Post by Pete Skillman »

Wrong
Hoffman Grink

Post by Hoffman Grink »

I had to nick this off another forum just so's we can tick the boxes and remind ourselves we have testosterone.....

YOU KNOW YOU'RE A TRUE MAN WHEN ....
1. OPENING JARS - She's struggling. You take it from her hands, open it
effortlessly and pretend she loosened it for you. She didn't. Jars are
men's work.

2. CALLING SOMEONE 'SON' - Especially policeman but even saying it to
kids makes you the man.

3. DOING A PROPER SLIDE TACKLE - Beckham free kicks - camp. A Stuart
Pearce tackle is the pinnacle of the game, simultaneously winning the
ball and crippling the man. Magic.

4. SHARPENING A PENCIL WITH A STANLEY KNIFE - Blunt, is it? Hand it here
love. No, I don't need a sharpener, I've got a knife thanks!

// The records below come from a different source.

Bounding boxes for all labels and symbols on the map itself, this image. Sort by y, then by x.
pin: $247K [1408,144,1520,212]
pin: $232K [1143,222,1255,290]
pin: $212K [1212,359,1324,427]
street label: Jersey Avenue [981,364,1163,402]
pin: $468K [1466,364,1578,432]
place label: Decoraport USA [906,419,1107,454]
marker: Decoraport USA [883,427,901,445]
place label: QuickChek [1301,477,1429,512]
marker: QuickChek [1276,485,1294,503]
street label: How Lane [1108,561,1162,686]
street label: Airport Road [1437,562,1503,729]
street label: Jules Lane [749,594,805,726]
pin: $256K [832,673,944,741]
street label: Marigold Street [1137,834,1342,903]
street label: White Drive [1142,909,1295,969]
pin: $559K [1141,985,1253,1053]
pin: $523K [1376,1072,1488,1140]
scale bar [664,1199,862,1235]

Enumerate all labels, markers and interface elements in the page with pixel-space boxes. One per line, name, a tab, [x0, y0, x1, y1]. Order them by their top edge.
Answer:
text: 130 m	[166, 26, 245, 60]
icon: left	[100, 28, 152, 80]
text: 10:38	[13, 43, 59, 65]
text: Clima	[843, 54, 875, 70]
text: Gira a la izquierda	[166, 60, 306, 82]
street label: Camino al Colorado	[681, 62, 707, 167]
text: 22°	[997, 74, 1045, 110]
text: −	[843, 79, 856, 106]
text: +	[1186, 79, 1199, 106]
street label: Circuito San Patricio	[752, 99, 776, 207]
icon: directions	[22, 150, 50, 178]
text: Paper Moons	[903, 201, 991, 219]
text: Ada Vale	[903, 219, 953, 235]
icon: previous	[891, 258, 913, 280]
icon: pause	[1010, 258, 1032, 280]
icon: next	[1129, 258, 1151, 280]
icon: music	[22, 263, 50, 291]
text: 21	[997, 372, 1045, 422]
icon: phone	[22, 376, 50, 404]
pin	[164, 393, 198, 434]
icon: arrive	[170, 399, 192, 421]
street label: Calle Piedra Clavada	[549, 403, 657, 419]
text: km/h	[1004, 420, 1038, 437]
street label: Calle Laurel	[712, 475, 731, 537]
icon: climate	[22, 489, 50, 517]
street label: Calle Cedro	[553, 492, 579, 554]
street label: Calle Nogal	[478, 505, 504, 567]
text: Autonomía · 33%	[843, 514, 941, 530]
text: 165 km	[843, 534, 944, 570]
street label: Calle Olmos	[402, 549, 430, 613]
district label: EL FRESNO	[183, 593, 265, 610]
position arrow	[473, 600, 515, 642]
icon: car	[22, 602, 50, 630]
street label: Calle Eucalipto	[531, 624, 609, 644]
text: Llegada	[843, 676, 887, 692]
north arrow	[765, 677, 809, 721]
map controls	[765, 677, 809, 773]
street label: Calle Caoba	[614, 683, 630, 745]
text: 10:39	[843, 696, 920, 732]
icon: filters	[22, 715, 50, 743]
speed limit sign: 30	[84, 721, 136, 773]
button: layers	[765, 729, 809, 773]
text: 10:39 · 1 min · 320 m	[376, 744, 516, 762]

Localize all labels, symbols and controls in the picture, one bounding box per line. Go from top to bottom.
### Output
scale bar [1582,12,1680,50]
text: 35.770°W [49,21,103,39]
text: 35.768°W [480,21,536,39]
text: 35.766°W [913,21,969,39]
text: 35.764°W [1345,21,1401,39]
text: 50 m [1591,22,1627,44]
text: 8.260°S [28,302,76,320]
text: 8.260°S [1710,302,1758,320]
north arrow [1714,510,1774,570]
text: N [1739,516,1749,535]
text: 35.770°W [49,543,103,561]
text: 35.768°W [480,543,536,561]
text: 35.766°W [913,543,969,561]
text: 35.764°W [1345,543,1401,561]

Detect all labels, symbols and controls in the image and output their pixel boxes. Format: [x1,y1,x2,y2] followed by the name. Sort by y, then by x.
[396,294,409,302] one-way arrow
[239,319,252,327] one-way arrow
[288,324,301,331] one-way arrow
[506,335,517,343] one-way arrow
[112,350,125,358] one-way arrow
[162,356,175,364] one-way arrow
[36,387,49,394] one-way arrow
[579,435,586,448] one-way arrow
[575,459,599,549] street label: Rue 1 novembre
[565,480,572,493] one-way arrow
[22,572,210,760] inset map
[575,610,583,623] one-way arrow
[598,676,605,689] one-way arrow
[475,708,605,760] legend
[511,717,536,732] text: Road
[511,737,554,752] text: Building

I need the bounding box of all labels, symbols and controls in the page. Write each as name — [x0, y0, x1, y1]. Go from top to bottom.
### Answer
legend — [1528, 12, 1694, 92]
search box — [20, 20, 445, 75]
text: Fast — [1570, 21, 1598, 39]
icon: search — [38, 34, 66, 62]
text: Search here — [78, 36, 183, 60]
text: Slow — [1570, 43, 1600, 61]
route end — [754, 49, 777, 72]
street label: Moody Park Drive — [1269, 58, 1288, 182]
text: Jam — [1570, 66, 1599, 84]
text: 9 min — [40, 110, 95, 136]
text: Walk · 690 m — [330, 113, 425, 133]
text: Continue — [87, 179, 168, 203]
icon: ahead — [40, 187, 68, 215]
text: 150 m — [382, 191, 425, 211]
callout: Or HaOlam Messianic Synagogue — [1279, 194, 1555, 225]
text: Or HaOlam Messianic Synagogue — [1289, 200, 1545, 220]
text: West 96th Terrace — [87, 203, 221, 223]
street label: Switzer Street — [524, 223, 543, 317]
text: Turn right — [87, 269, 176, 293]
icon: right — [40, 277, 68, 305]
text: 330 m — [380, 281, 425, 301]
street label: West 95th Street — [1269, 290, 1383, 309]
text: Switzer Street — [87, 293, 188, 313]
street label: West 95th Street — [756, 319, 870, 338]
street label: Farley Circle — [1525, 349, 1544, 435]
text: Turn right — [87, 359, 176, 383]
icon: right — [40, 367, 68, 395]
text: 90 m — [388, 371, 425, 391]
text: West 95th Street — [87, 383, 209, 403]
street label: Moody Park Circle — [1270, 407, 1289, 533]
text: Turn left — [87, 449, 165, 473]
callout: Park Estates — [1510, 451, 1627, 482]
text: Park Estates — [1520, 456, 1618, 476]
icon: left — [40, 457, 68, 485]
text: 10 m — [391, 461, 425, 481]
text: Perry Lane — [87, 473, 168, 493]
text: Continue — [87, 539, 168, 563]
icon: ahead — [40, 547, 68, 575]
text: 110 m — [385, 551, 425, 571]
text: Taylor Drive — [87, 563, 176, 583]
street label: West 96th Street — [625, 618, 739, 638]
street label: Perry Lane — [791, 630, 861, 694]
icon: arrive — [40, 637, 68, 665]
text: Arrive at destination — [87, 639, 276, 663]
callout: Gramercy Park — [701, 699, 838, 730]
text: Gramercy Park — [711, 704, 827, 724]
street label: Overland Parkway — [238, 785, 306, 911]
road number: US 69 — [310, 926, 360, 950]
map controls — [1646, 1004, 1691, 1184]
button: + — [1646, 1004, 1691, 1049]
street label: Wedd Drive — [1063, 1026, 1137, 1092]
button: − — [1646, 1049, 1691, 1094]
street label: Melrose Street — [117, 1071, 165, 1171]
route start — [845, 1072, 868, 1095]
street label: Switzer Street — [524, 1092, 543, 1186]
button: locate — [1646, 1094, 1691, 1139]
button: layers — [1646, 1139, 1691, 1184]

5. GOING TO THE TIP - A manly act which combines driving, lifting and-
as you thrillingly drop your rubbish into another huge pile of other
rubbish - noisy destruction.

6. DRINKING UP - Specifically, rising from the table, slinging your coat
on and downing two thirds of a pint in one fluid movement. Then nodding
towards the door, saying, "Let's go" and striding out while everyone
else struggles to catch up with you. You're hard.

7. HAVING A THIN BIT OF WOOD - in the shed, solely to stir paint with.

8. HAVING A SCAR - Ideally it'll be a facial knife wound, but even an
iron burn on the wrist is good. "Ooh, did it hurt". "Nah".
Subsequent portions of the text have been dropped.